WeWork employees have been banned from eating meat on the company’s dime. In July, the coworking behemoth announced that its 6,000 global staff would no longer be able to expense meals including meat and that it won’t pay for any red meat, poultry or pork at WeWork events.
The self-serve ‘Honesty Markets’ present in some of its 400 coworking buildings have also taken meat off the menu.
It’s all part of the company’s drive to cut down its environmental impact, which has also included initiatives to reduce plastic usage and redistribute waste food from its events to good causes.
“New research indicates that avoiding meat is one of the biggest things an individual can do to reduce their personal environmental impact,” WeWork’s co-founder and chief culture office Miguel McKelvey said in a memo to employees announcing the new policy, “even more than switching to a hybrid car.”
The company, which is valued at $20 billion and provides shared work space for freelancers, entrepreneurs and businesses across the US, Europe, Asia and Latin America, estimated the ban would save 16.7 billion gallons (63.2 billion liters) of water, 445 million pounds (202 million kg) of carbon dioxide emissions and more than 15 million animals by 2023.
More plant-based menus
While WeWork is the only global company to mandate that its employees go meat-free, it’s not on its own in promoting more plant-based eating.

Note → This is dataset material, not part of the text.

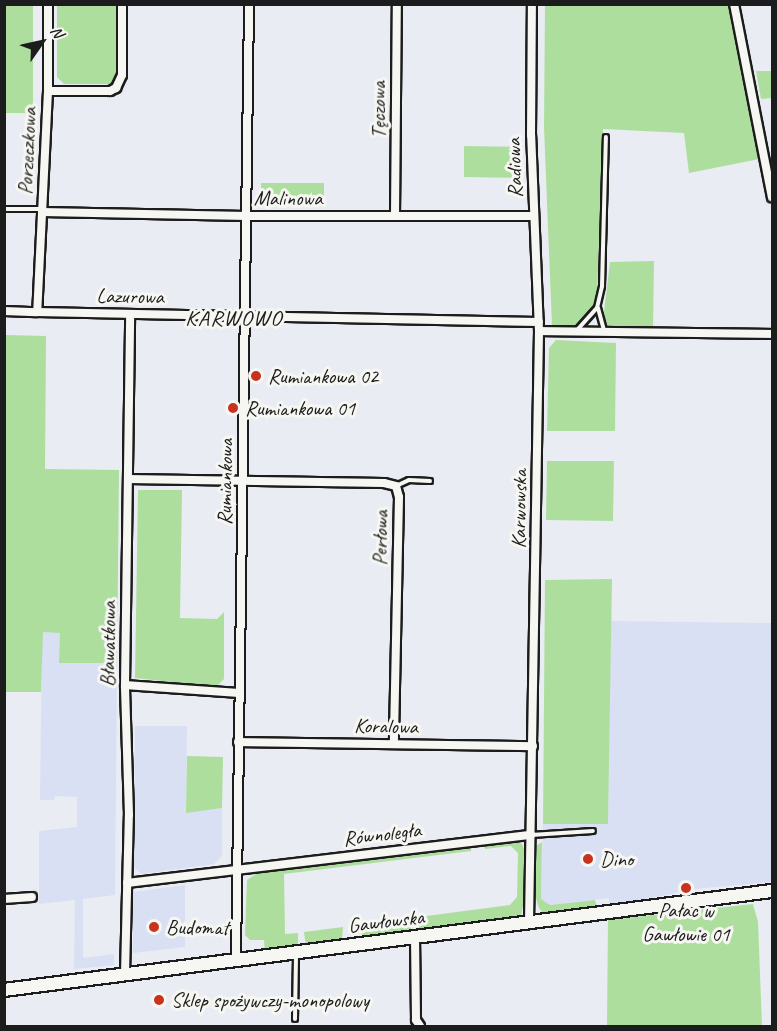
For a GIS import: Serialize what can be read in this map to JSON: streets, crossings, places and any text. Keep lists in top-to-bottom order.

At Google’s company canteens, vegan options are listed higher on the menu than meat-based ones, while contract catering giant Sodexo recently launched new plant-based menus across hundreds of university, healthcare and corporate services accounts across the US.
“Offering healthy and sustainable meals is part of our global Better Tomorrow 2025 roadmap for how we improve quality of life for individuals and address the challenge of climate change at the same time,” explained Ted Monk, vice president, sustainability and corporate responsibility, Sodexo North America.
“However, the most exciting aspect is that our customers get to experience new foods with new flavors along with creative adaptations of their existing favorites, with more and better choices overall in the marketplace.”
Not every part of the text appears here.